Problem: Range to output from the entries below: the line containing "const ctx = document.querySelector('canvas').getContext('2d');" through the line containing "ctx.textAlign = isNaN(turn)". Set it down exactly, ends included, nothing else.

=== Begin Enclosure ===

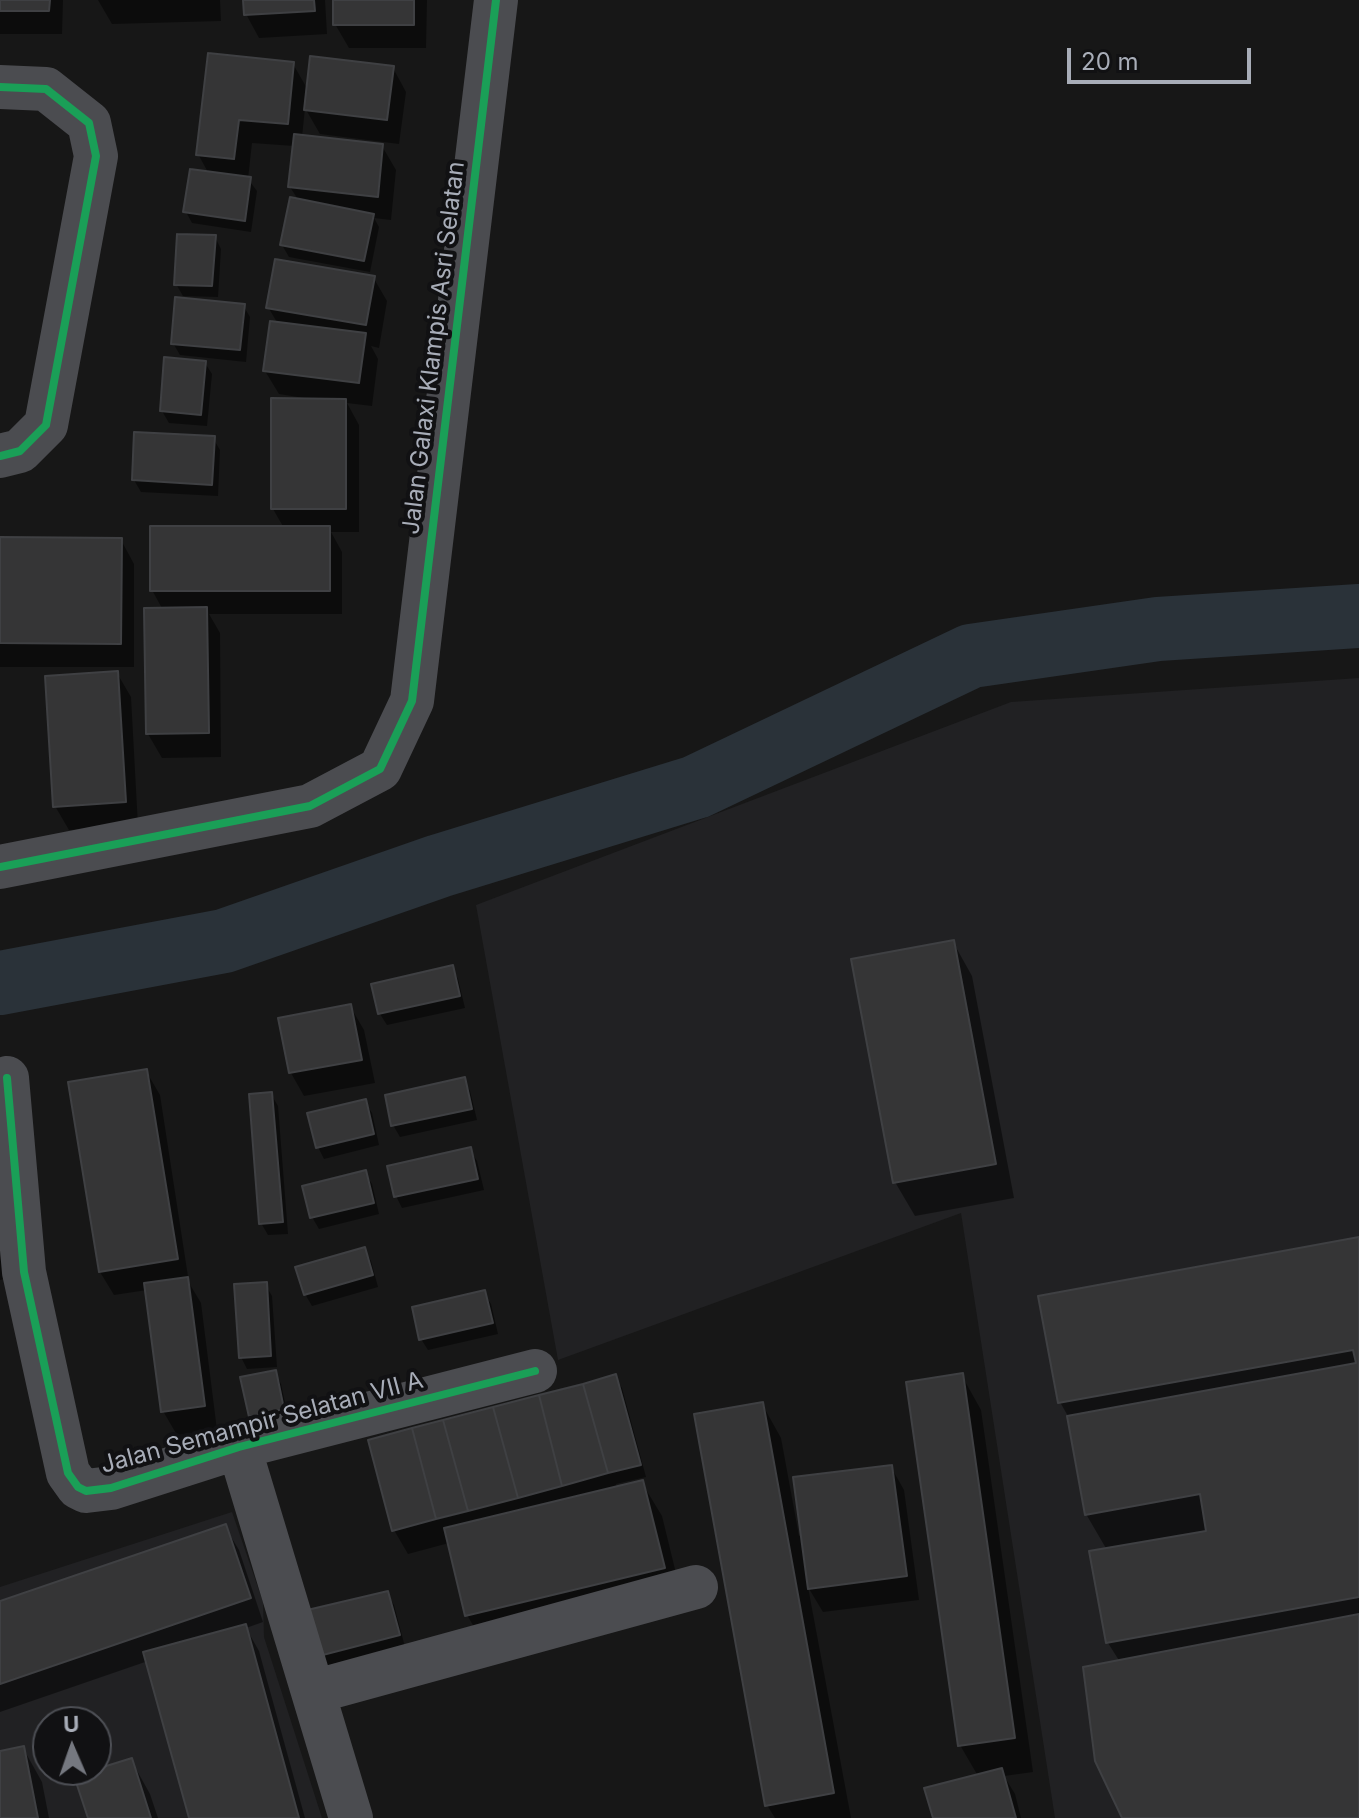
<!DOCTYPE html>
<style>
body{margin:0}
#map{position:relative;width:1359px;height:1818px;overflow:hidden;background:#171717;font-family:Inter,sans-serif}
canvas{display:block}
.north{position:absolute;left:32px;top:1706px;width:80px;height:80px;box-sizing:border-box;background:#111113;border:2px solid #4d4f55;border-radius:50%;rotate:358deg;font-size:22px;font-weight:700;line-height:32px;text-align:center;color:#a8adb8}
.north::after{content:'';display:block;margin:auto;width:28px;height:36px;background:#757880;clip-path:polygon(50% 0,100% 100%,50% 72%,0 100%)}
.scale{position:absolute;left:1067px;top:48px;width:184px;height:36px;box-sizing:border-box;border:4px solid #a8adb8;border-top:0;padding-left:10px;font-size:24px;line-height:28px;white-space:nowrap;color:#a8adb8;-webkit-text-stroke:6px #111113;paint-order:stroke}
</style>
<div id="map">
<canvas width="1359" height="1818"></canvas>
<div class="north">U</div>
<div class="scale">20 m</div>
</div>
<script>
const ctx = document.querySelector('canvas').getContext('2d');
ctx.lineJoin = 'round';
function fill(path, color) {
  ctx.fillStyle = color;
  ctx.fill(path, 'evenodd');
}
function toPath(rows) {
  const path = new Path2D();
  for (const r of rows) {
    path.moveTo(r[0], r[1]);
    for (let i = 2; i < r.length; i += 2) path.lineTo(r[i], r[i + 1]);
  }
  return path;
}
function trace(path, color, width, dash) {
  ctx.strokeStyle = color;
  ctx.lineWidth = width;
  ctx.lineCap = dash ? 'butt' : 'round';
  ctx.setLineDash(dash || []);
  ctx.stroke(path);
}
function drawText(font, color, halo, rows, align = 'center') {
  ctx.font = font + ' Inter,sans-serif';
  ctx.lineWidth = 8;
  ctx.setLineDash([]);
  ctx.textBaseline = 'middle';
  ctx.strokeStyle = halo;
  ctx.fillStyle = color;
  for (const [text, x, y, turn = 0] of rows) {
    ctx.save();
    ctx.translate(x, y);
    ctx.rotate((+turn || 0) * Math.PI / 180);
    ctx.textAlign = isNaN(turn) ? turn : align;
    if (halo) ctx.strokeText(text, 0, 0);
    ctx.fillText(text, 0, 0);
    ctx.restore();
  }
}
const built = toPath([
 [1359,678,1359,1818,1055,1818,961,1213,558,1360,476,905,1011,702],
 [232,1512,263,1602,264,1637,322,1818,0,1818,0,1587],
 [48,1722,96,1722,96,1770,48,1770]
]);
const shadow = toPath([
 [0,0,63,0,62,34,0,34],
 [98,0,220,0,221,21,112,24],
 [245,0,325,0,327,34,259,38,246,14],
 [335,0,427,0,426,48,349,48,335,24],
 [293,64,308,90,393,68,406,92,399,144,320,134,305,108,302,137,382,146,396,170,391,220,374,218,379,227,370,272,289,257,282,245,299,201,290,187,294,146,252,143,248,179,257,191,251,232,192,223,186,212,209,174,198,154],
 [215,237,221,249,218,297,183,296,176,284],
 [373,277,387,301,379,348,371,346,378,359,372,406,347,403,359,425,359,532,331,532,342,552,342,614,209,614,220,633,221,757,162,758,148,734,163,610,152,590,284,528,273,509,304,398,279,394,265,371,278,324,268,307],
 [243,305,250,317,246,362,180,355,173,343],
 [205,363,212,374,207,426,169,423,162,411],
 [213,438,220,450,218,496,141,492,134,480],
 [0,539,121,540,134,564,134,667,0,667],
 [117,673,131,697,138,826,69,830,55,806],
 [953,942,972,976,1014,1198,915,1216,895,1182],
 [452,967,458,979,465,1008,387,1025,380,1014,373,986],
 [350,1006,364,1030,375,1083,304,1096,291,1073],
 [146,1071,160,1095,189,1283,201,1303,217,1430,177,1435,163,1411,147,1290,114,1295,100,1272],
 [464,1080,470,1091,477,1120,400,1137,393,1125],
 [271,1094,278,1106,288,1234,268,1235,261,1223],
 [365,1102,372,1113,379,1145,324,1159,318,1147],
 [470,1150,477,1161,484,1190,402,1208,396,1196],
 [365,1173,372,1184,379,1214,319,1229,312,1217],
 [1359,1239,1359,1818,1124,1818,1120,1662,1108,1643,1107,1550,1086,1514,1069,1418,1060,1402],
 [364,1249,371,1261,378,1287,312,1306,305,1294],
 [0,1254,4,1279,0,1280],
 [265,1284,272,1296,277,1367,247,1369,241,1357],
 [484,1293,491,1304,498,1334,428,1350,421,1339],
 [275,1372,281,1384,289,1421,258,1428,251,1416],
 [962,1376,981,1410,1033,1772,1004,1776,1015,1794,1021,1818,935,1818,978,1776,960,1745],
 [615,1377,622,1388,646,1477,616,1484,617,1489,642,1483,662,1516,683,1602,487,1649,467,1615,449,1543,408,1554,394,1530],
 [762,1404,781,1438,799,1536,891,1467,904,1490,919,1600,823,1612,808,1587,851,1818,775,1818,767,1805],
 [225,1527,239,1550,263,1622,246,1628,259,1651,305,1818,192,1818,148,1661,0,1712,0,1603],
 [387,1593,394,1605,405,1647,324,1668,317,1656],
 [23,1748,42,1782,49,1818,0,1818,0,1753],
 [131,1760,150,1794,158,1818,90,1818]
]);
const canal = toPath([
 [0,983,224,941,439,866,696,787,971,656,1158,629,1359,616]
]);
const building = toPath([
 [0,0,50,0,49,11,0,11,0,0],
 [243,0,314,0,315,11,244,15,243,0],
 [333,0,414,0,414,25,333,25,333,0],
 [208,53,294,62,288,124,239,120,234,159,196,155,208,53],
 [310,56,394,66,387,120,304,110,310,56],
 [294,134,383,144,378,197,288,187,294,134],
 [190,169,251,177,245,221,183,212,190,169],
 [290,197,374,214,364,261,280,245,290,197],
 [177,234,216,235,212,286,174,285,177,234],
 [275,259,375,276,366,325,266,308,275,259],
 [175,297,245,304,240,350,171,344,175,297],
 [270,321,366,333,359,383,263,371,270,321],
 [164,357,206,361,201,415,160,411,164,357],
 [271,398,346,399,346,509,271,509,271,398],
 [134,432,215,436,212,485,132,480,134,432],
 [150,526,330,526,330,591,150,591,150,526],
 [0,537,122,538,121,644,0,643,0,537],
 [207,607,209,733,146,734,144,608,207,607],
 [118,671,126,802,53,807,45,676,118,671],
 [954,940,996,1164,893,1183,851,959,954,940],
 [453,965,460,996,378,1014,371,984,453,965],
 [351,1004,362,1060,289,1073,278,1018,351,1004],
 [147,1069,178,1259,99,1272,68,1082,147,1069],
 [465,1077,472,1109,391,1126,385,1095,465,1077],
 [272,1092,283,1222,259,1224,249,1094,272,1092],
 [366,1099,374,1134,316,1148,307,1113,366,1099],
 [471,1147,478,1179,394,1197,387,1166,471,1147],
 [366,1170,374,1203,310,1218,302,1186,366,1170],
 [1359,1237,1359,1597,1106,1643,1089,1551,1206,1531,1200,1494,1085,1515,1067,1416,1356,1363,1353,1350,1058,1403,1038,1296,1359,1237],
 [365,1247,373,1275,304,1295,295,1267,365,1247],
 [188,1277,205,1406,161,1412,144,1283,188,1277],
 [267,1282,271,1356,239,1358,234,1284,267,1282],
 [485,1290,493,1323,419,1340,412,1307,485,1290],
 [276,1370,284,1409,249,1417,240,1377,276,1370],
 [963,1373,1015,1738,958,1746,906,1382,963,1373],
 [616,1374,641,1465,608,1473,583,1384,616,1374],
 [583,1384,608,1473,562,1486,539,1395,583,1384],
 [539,1395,562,1486,518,1498,493,1407,539,1395],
 [763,1402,834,1793,765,1806,694,1414,763,1402],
 [493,1407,518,1498,468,1511,443,1420,493,1407],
 [443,1420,468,1511,436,1519,412,1428,443,1420],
 [412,1428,436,1519,392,1531,368,1440,412,1428],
 [892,1465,907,1576,808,1589,793,1477,892,1465],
 [643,1480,665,1568,465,1616,444,1528,643,1480],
 [226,1524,251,1598,0,1684,0,1601,226,1524],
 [388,1591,400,1635,315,1657,303,1611,388,1591],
 [1359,1614,1359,1818,1122,1818,1095,1761,1083,1667,1359,1614],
 [246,1624,299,1818,189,1818,143,1652,246,1624],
 [24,1746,38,1818,0,1818,0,1751,24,1746],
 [132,1758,151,1818,88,1818,74,1776,132,1758],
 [1002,1768,1016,1818,933,1818,924,1788,1002,1768]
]);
const minor = toPath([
 [0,87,46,89,89,123,96,156,46,425,20,451,0,456],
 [0,867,310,806,380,769,412,701,496,0],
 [7,1078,24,1272,68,1473,78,1487,86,1491,111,1488,239,1447,535,1371],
 [239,1447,351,1818],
 [313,1692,696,1587]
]);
const cycleway = toPath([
 [0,87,46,89,89,123,96,156,46,425,20,451,0,456],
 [0,867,310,806,380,769,412,701,496,0],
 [7,1078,24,1272,68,1473,78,1487,86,1491,111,1488,239,1447,535,1371]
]);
const streetNames = [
 ["Jalan Galaxi Klampis Asri Selatan",434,348,-83],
 ["Jalan Semampir Selatan VII A",262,1423,-15]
];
fill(built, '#212123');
fill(shadow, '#0007');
trace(canal, '#2a3239', 64);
fill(building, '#353536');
trace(building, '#3f4043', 2);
trace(minor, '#4b4c50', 44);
trace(cycleway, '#1a9f57', 8);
drawText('24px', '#a8adb8', '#111113', streetNames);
</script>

=== End Enclosure ===

Solution for this problem:
const ctx = document.querySelector('canvas').getContext('2d');
ctx.lineJoin = 'round';
function fill(path, color) {
  ctx.fillStyle = color;
  ctx.fill(path, 'evenodd');
}
function toPath(rows) {
  const path = new Path2D();
  for (const r of rows) {
    path.moveTo(r[0], r[1]);
    for (let i = 2; i < r.length; i += 2) path.lineTo(r[i], r[i + 1]);
  }
  return path;
}
function trace(path, color, width, dash) {
  ctx.strokeStyle = color;
  ctx.lineWidth = width;
  ctx.lineCap = dash ? 'butt' : 'round';
  ctx.setLineDash(dash || []);
  ctx.stroke(path);
}
function drawText(font, color, halo, rows, align = 'center') {
  ctx.font = font + ' Inter,sans-serif';
  ctx.lineWidth = 8;
  ctx.setLineDash([]);
  ctx.textBaseline = 'middle';
  ctx.strokeStyle = halo;
  ctx.fillStyle = color;
  for (const [text, x, y, turn = 0] of rows) {
    ctx.save();
    ctx.translate(x, y);
    ctx.rotate((+turn || 0) * Math.PI / 180);
    ctx.textAlign = isNaN(turn) ? turn : align;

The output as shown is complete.